[INFORMATION PROVIDED]

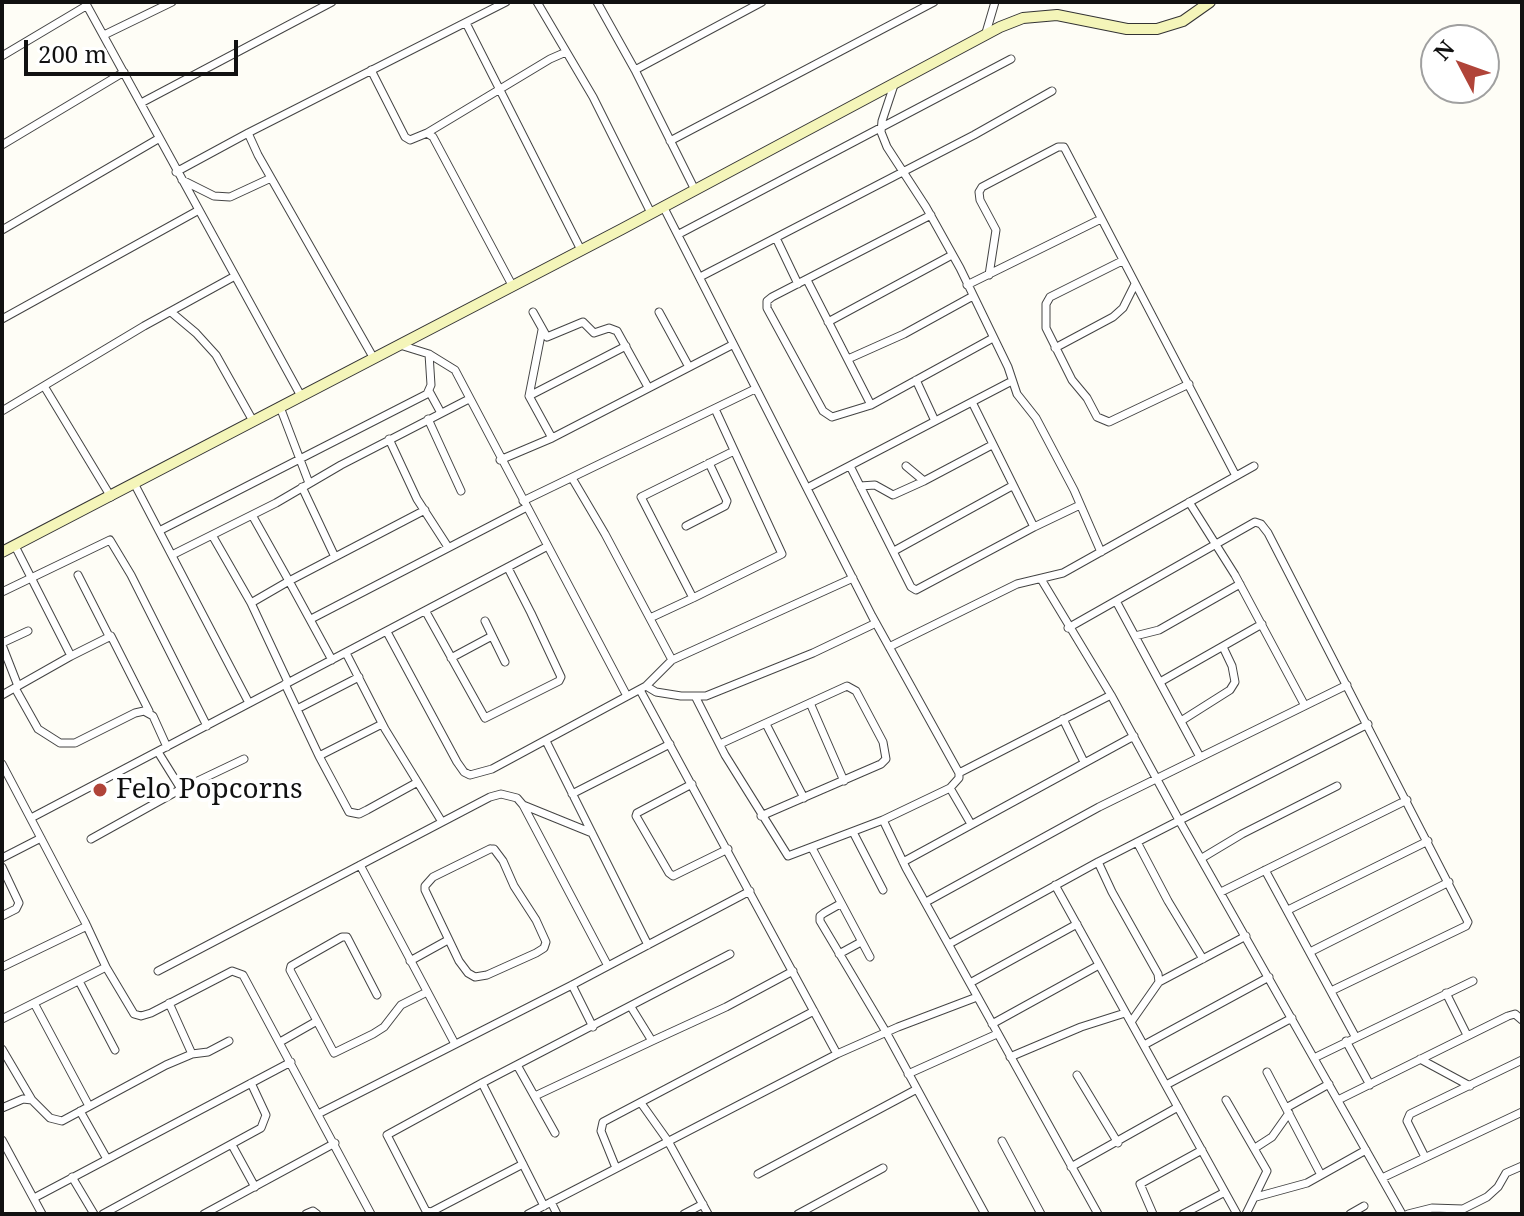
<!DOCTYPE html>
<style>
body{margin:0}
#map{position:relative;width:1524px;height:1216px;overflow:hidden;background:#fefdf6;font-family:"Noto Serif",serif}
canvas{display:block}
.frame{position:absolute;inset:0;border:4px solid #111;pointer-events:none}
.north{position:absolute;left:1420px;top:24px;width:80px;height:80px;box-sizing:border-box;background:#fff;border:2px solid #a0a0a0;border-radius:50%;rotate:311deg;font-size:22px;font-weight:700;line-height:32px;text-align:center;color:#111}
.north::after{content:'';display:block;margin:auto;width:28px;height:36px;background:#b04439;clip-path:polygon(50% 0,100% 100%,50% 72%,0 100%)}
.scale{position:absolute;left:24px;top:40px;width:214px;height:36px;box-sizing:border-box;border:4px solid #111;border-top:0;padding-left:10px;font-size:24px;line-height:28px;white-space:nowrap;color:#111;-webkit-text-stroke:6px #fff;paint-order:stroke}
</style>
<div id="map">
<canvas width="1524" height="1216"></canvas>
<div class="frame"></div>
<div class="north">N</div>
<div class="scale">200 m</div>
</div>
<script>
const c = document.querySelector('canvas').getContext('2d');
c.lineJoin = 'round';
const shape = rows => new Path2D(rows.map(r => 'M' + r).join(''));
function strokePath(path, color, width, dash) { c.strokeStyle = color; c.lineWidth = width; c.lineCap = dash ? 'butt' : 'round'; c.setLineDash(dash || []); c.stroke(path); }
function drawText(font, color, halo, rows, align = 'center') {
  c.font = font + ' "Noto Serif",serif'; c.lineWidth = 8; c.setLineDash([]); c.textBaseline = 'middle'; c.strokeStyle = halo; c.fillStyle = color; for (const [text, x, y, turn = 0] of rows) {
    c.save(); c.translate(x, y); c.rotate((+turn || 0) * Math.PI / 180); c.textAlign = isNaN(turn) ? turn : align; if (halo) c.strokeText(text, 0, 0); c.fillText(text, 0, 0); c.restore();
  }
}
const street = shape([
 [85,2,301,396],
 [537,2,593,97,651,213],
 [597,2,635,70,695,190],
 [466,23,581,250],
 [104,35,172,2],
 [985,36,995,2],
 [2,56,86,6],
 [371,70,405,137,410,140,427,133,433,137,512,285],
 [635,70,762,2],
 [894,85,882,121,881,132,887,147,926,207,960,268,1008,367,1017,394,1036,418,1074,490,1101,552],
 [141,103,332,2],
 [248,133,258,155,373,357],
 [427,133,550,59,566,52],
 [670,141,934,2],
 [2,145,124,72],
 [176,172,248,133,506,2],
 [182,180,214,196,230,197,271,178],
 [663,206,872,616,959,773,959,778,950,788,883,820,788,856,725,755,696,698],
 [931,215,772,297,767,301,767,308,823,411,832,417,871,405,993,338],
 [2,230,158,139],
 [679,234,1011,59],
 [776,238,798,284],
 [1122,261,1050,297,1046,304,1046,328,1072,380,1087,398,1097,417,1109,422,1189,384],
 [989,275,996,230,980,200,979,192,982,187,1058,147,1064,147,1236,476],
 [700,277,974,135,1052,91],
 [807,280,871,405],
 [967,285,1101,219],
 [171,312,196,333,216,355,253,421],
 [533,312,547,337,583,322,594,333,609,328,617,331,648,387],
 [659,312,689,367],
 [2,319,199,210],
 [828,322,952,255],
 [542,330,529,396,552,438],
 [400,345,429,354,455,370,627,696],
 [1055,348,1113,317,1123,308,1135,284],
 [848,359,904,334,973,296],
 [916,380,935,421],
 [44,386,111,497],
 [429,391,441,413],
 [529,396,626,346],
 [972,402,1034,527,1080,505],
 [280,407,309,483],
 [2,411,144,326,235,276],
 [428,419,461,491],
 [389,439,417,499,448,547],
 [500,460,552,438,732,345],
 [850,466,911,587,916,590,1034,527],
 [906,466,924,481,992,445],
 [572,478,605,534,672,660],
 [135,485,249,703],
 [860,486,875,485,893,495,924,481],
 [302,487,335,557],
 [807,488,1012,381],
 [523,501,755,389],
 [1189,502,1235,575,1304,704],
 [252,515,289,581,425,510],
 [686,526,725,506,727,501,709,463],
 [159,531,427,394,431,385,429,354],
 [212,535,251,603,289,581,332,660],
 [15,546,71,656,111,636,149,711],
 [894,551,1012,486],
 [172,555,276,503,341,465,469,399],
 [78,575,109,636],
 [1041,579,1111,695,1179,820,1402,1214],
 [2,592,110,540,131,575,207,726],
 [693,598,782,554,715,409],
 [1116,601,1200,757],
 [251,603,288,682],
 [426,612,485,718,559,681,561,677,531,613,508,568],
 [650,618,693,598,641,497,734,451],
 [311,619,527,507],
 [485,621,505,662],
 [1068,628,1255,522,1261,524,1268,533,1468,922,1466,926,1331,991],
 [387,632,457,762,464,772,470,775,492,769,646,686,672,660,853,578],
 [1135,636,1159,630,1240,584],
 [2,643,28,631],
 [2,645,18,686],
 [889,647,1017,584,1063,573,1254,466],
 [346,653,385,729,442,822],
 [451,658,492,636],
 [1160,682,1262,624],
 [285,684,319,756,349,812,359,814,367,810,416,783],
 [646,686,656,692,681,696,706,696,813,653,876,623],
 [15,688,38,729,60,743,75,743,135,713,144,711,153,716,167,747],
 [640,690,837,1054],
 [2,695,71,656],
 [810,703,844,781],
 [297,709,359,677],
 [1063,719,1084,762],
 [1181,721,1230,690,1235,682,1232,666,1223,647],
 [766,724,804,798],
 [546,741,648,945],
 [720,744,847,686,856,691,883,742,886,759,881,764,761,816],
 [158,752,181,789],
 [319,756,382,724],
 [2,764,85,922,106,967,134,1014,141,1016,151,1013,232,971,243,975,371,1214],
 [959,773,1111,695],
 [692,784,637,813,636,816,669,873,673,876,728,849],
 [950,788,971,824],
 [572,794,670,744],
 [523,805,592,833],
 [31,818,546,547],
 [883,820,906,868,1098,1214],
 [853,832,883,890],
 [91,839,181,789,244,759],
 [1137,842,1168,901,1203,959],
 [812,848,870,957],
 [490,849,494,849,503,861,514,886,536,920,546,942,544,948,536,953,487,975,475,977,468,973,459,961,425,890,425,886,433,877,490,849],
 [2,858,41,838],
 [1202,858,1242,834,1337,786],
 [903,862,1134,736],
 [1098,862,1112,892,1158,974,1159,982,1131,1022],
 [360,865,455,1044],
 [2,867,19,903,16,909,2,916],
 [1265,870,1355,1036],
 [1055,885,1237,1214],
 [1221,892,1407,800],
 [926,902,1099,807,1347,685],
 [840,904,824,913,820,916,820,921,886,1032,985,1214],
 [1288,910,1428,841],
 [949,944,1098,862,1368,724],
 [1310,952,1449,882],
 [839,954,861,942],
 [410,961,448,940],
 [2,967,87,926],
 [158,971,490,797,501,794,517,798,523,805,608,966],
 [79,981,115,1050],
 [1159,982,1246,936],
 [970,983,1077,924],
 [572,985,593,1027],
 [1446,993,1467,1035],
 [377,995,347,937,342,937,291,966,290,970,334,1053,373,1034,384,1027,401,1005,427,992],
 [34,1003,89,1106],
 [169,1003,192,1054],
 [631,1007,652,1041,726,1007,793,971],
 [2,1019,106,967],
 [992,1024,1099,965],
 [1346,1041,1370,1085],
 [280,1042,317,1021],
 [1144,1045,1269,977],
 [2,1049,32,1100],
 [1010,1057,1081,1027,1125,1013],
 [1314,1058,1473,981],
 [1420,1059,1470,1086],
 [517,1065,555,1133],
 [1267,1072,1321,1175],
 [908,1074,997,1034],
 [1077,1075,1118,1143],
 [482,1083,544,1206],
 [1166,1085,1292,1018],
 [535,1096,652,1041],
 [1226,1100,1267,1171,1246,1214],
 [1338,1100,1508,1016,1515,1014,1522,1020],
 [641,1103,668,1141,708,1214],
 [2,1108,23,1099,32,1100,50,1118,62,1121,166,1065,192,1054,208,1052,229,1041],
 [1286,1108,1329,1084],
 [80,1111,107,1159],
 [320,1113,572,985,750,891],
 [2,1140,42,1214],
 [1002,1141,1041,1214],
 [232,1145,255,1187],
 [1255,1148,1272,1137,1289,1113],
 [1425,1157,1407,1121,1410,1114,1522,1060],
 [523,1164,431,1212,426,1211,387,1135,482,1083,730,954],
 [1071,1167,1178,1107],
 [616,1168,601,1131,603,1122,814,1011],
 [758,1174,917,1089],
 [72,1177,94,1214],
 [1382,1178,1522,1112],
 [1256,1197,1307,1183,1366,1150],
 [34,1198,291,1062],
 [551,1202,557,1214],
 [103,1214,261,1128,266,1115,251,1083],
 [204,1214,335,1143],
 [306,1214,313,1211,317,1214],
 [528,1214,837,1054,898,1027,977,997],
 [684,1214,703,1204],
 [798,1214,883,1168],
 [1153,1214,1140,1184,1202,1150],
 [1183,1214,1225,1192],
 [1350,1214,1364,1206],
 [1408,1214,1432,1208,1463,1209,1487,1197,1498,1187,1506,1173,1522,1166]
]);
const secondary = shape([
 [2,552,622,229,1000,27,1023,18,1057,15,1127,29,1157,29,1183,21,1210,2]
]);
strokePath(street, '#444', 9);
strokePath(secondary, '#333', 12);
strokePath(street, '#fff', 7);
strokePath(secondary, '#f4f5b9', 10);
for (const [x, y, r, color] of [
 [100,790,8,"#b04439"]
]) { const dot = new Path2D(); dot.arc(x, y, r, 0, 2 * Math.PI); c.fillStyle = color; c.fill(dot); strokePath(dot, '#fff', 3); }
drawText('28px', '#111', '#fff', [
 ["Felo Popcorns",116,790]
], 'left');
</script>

[/INFORMATION PROVIDED]
[INFORMATION PROVIDED]

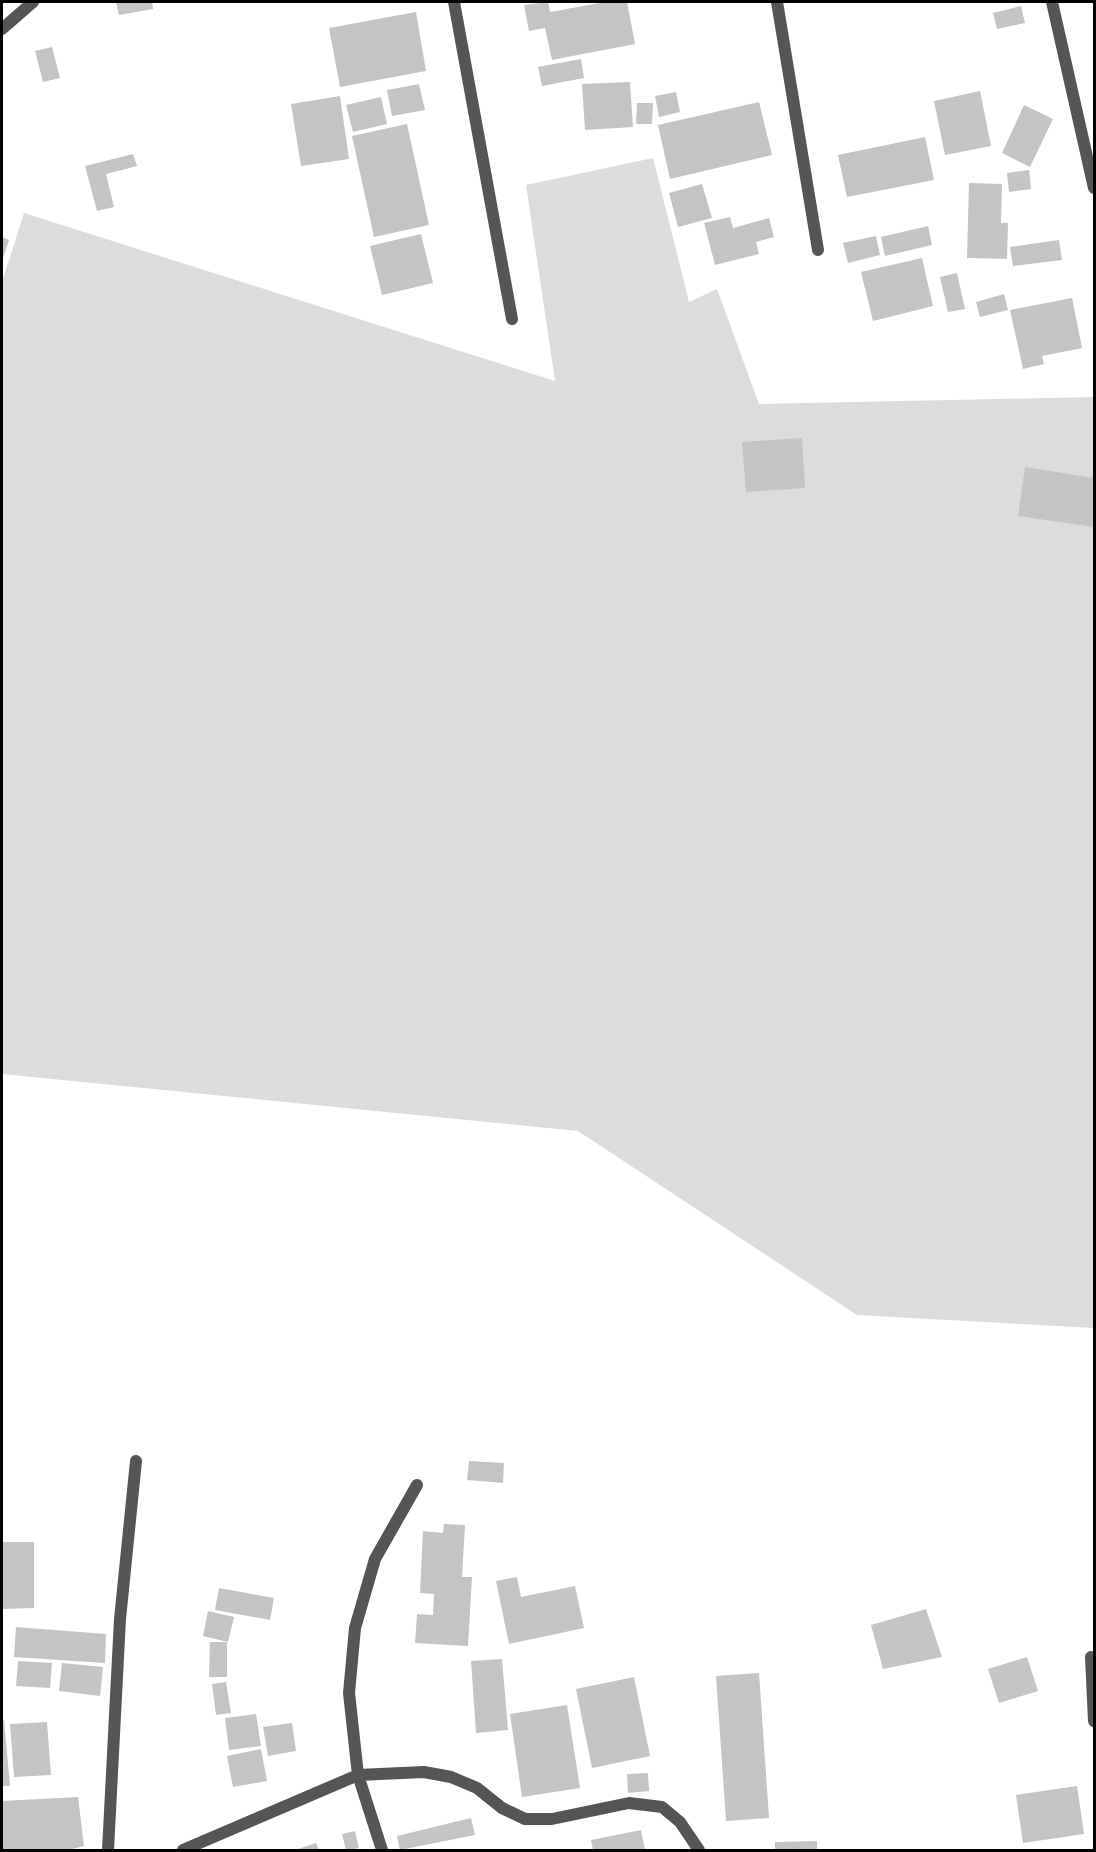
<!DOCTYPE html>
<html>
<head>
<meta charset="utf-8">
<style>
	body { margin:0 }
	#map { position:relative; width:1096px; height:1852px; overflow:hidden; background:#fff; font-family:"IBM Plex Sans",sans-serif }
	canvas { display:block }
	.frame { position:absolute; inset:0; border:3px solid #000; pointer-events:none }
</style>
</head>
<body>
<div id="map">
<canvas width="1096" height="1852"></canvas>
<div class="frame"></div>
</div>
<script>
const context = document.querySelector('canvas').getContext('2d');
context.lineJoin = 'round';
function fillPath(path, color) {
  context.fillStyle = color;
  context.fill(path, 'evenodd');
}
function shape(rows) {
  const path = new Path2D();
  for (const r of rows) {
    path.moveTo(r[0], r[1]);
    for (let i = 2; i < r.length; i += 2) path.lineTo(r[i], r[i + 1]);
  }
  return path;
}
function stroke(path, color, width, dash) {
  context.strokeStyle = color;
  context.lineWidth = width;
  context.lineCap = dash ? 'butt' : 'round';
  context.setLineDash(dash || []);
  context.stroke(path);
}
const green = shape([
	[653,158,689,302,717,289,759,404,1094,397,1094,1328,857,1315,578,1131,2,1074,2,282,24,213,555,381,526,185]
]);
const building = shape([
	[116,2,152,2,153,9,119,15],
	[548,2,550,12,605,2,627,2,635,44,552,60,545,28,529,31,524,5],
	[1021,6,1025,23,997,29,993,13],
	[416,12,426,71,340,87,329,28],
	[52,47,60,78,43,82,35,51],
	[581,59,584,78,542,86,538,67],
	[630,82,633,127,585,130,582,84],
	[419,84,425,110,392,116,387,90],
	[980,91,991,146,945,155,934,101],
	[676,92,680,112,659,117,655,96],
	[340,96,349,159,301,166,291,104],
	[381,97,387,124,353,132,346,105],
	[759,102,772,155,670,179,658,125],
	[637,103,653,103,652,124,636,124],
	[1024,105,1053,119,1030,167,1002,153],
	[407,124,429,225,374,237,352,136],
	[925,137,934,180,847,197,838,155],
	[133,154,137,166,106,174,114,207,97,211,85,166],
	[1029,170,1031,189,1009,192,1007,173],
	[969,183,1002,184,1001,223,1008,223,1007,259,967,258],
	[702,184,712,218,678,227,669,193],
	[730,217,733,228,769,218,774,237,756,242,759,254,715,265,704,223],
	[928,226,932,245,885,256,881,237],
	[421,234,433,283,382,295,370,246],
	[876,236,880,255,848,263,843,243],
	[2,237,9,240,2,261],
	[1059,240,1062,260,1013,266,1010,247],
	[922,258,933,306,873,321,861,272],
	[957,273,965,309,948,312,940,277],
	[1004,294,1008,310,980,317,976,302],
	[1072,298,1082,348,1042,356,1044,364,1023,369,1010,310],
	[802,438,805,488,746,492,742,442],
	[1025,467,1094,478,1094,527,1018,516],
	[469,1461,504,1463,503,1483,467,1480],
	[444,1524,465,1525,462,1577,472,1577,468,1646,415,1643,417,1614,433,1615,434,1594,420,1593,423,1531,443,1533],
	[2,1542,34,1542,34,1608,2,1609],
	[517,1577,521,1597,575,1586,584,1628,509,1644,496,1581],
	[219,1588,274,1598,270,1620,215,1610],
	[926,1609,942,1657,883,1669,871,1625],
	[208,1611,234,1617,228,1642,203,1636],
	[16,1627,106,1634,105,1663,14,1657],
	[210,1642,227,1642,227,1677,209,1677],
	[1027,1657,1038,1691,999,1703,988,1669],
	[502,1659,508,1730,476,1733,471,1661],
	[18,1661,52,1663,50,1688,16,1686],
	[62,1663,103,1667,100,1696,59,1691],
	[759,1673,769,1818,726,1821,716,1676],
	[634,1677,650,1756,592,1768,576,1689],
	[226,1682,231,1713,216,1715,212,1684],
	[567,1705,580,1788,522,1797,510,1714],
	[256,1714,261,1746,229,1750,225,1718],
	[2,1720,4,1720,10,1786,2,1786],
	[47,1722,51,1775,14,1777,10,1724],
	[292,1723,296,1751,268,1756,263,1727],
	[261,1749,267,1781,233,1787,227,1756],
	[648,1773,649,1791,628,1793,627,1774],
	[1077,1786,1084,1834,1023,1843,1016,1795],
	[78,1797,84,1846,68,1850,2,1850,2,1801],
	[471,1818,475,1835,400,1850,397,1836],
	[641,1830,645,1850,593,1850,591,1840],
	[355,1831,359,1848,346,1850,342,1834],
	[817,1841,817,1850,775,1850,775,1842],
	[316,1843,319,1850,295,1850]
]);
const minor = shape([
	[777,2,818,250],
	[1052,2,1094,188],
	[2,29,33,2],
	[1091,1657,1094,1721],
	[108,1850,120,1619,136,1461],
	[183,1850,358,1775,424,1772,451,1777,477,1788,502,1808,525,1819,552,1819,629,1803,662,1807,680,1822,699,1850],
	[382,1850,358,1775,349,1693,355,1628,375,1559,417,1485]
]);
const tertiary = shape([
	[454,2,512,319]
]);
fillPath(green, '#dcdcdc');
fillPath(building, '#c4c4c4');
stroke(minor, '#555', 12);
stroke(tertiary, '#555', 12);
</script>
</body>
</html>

[/INFORMATION PROVIDED]

◆ PROBLEM: Look through the material for "halo". Copy each line that has it.

◆ ANSWER SECTION:
function drawText(font, color, halo, rows, align = 'center') {
  c.font = font + ' "Noto Serif",serif'; c.lineWidth = 8; c.setLineDash([]); c.textBaseline = 'middle'; c.strokeStyle = halo; c.fillStyle = color; for (const [text, x, y, turn = 0] of rows) {
    c.save(); c.translate(x, y); c.rotate((+turn || 0) * Math.PI / 180); c.textAlign = isNaN(turn) ? turn : align; if (halo) c.strokeText(text, 0, 0); c.fillText(text, 0, 0); c.restore();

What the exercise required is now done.